== Segment start ==

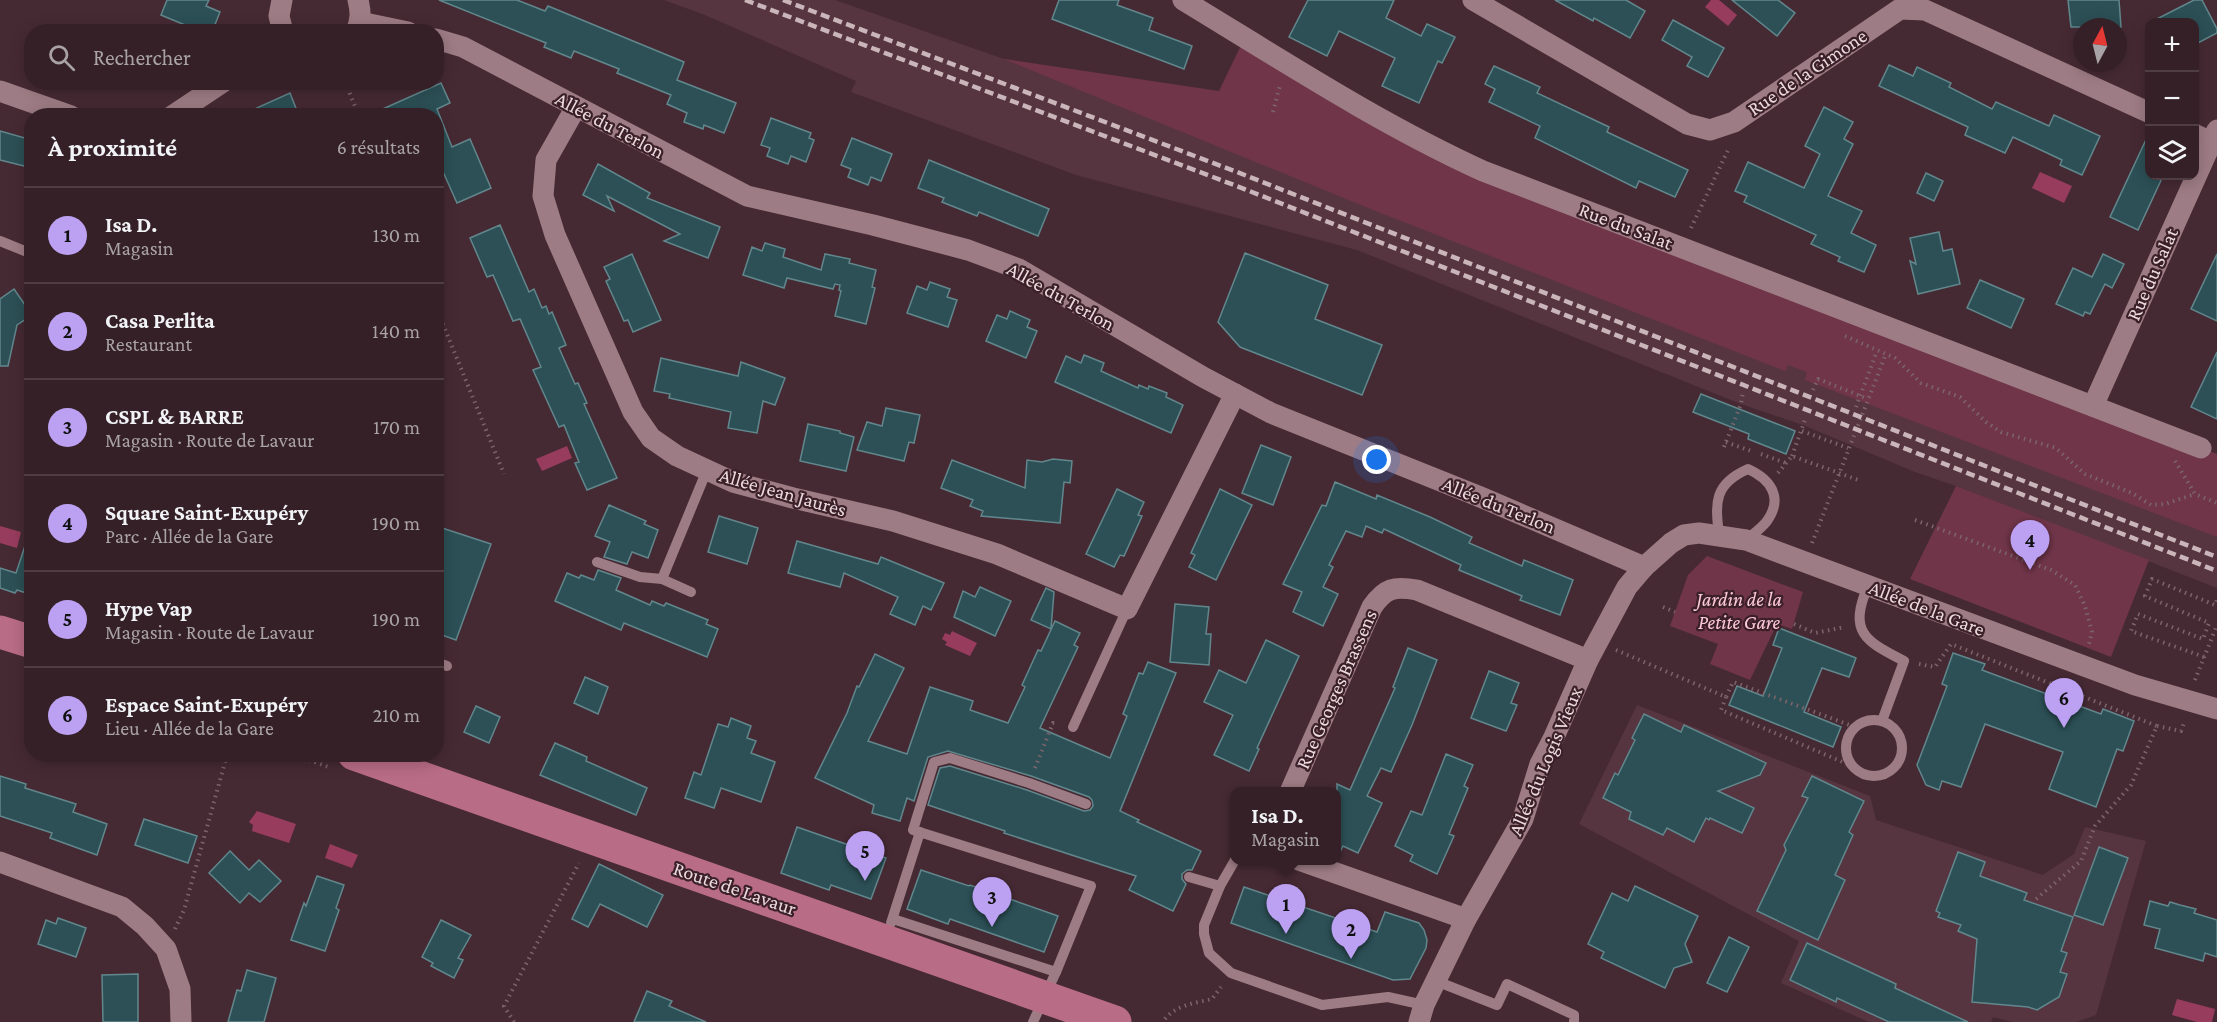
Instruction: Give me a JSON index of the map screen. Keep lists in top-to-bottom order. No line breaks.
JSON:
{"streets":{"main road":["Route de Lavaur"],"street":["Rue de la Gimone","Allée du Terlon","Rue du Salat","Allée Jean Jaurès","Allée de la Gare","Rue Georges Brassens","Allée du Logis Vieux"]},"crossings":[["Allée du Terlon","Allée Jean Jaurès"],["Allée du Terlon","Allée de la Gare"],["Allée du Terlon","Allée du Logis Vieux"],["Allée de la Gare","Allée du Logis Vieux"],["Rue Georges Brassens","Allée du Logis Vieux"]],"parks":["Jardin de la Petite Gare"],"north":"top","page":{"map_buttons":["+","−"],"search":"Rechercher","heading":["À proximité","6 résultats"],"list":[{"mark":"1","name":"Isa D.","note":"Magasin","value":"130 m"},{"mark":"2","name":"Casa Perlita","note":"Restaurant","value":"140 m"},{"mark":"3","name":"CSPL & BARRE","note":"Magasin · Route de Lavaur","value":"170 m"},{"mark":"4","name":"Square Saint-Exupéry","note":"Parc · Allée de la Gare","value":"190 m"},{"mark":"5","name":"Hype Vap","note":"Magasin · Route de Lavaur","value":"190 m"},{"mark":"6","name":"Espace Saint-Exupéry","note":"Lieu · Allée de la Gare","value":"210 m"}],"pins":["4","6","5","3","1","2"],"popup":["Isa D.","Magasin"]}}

== Segment end ==

Return every line of the listing above where "JSON" appears.

Instruction: Give me a JSON index of the map screen. Keep lists in top-to-bottom order. No line breaks.
JSON:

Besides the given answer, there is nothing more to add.